#38 Lousy Smärzen No. 3

What a difference a day and changing your sparge routine makes. My previous brew, #39 Mitre Abbey Blonde, involved the messiest of messy stuck sparges I've ever had the misfortune to encounter. But this brew – another take on the iteratively maltier Lousy Smärzen, my most popular wedding beer – was done and dusted inside 4 hours, which is probably a record.

Recipe

2kg Pilsner malt
2kg Munich II malt
1kg Munich I malt
500g Melanoidin malt
100g Saaz 4.23% AA @ 60 mins
WLP029 Kolsch yeast
OG 1.053
FG 1.016
ABC 4.8%
IBUs 48

I heated 14 L to 72 C for a 60 minute mash. My strike temperature was a tad low at between 63-65 C, but I've learned not to be that bothered by that type of thing. While it was mashing, I heated 18 L to boiling: 10 L for the mash out and sparge, and 8 L for a second sparge.

My wort wasn't flowing quickly enough with only the 10 L addition, though. The temperature was too low at about 72 C (I probably hadn't factored in the heat loss during the mash and from the transfer), so I added the additional 8 L at boiling temperature to the mash tun, stirred, and opened the tap. Wort flowed freely and I collected about 25.3 L, which was about 1 L less than I was expecting.

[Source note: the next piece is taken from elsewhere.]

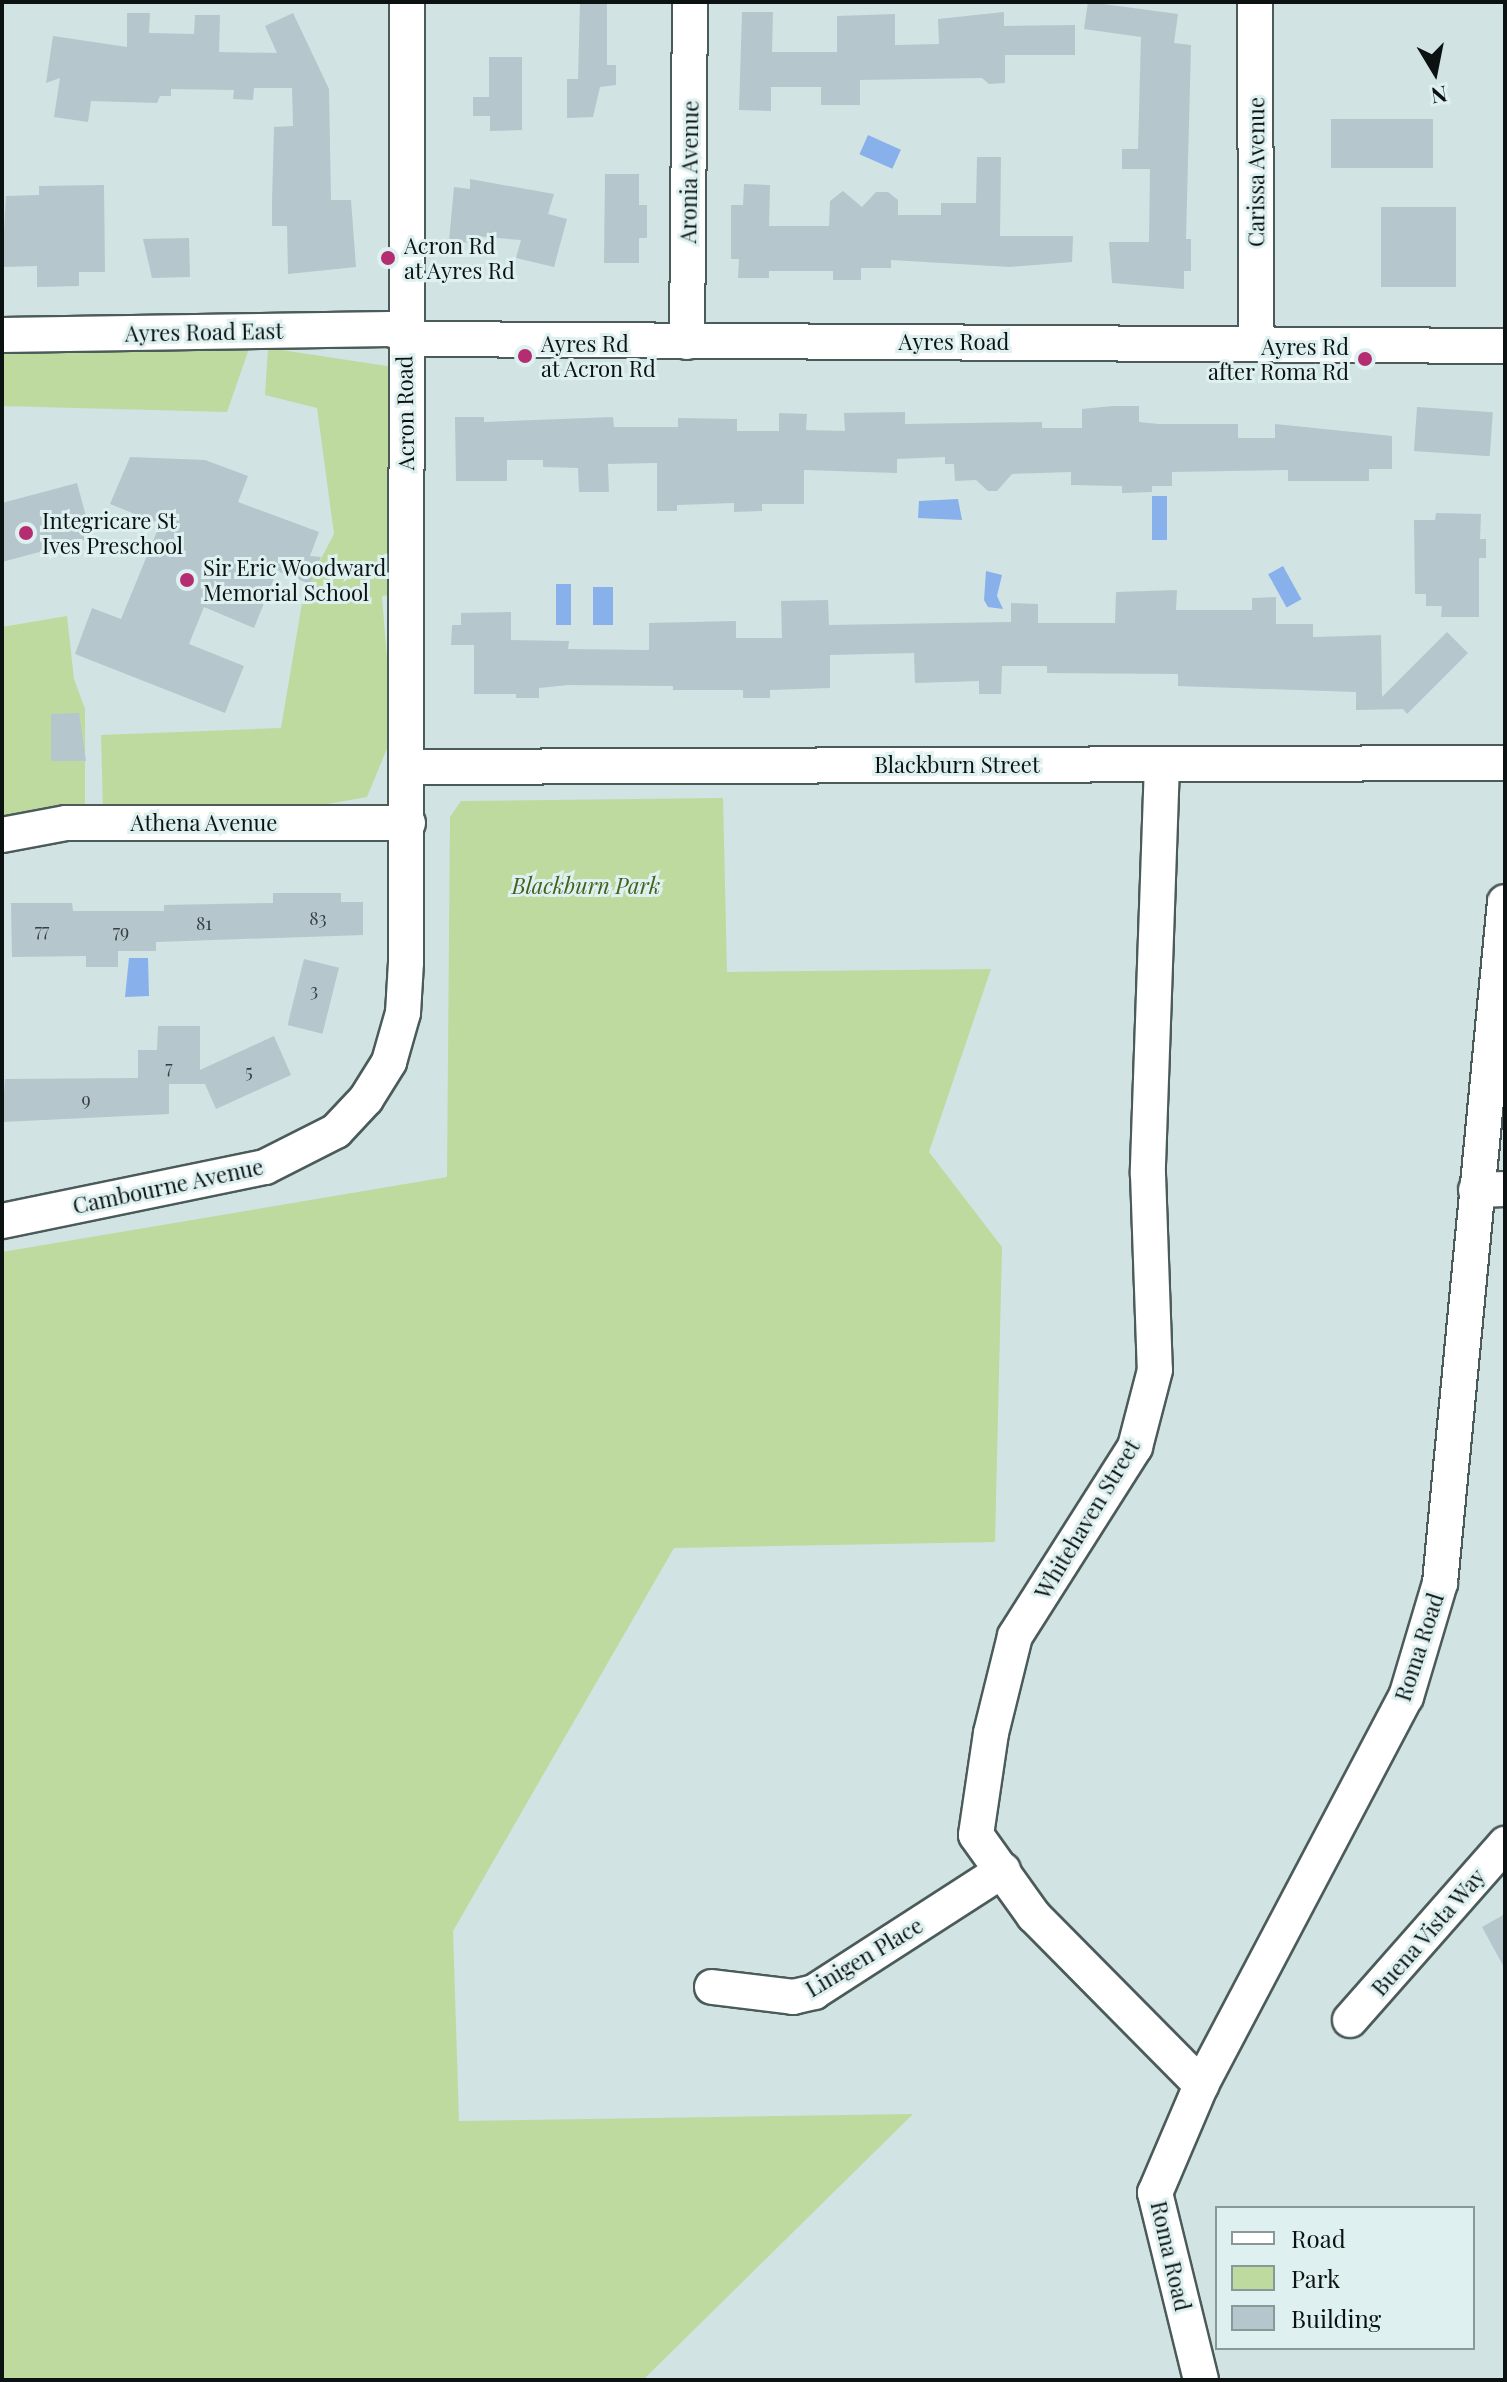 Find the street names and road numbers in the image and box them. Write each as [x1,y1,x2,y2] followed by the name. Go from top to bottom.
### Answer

My experience with German Ale/Kölsch yeast is that it slightly under-attenuates, so I wanted to bring forward the bitterness more than is usual for the style. So: in go all 100g of Saaz hops at 60 minutes.

I had a thoroughly uneventful ​boil with no cut outs, which I partly chalk up to descaling the element between heating my sparge water and starting the boil. I chilled to 22 C in about 15 minutes. I collected a lot of wort into the FV and added yeast (without a starter – I know, sue me). I put it in my fermentation chamber at 16 C, raised it to 18 C after a few days, and was pleased to see it had reached respectable 1.016 after 3½ weeks in the FV.

With this beer I aimed to answer to the question - can a lager be too malty? Yes, it can. For a variety of reasons (building works on our house for a few months, being incredibly busy at work for 4 months and then having a mini-me enter our lives) I didn't get through this very quickly. After a year in the keg (!) it was caramely and sweet. Not a million miles away from a Belgian ale. Not bad, but also not quite as intended.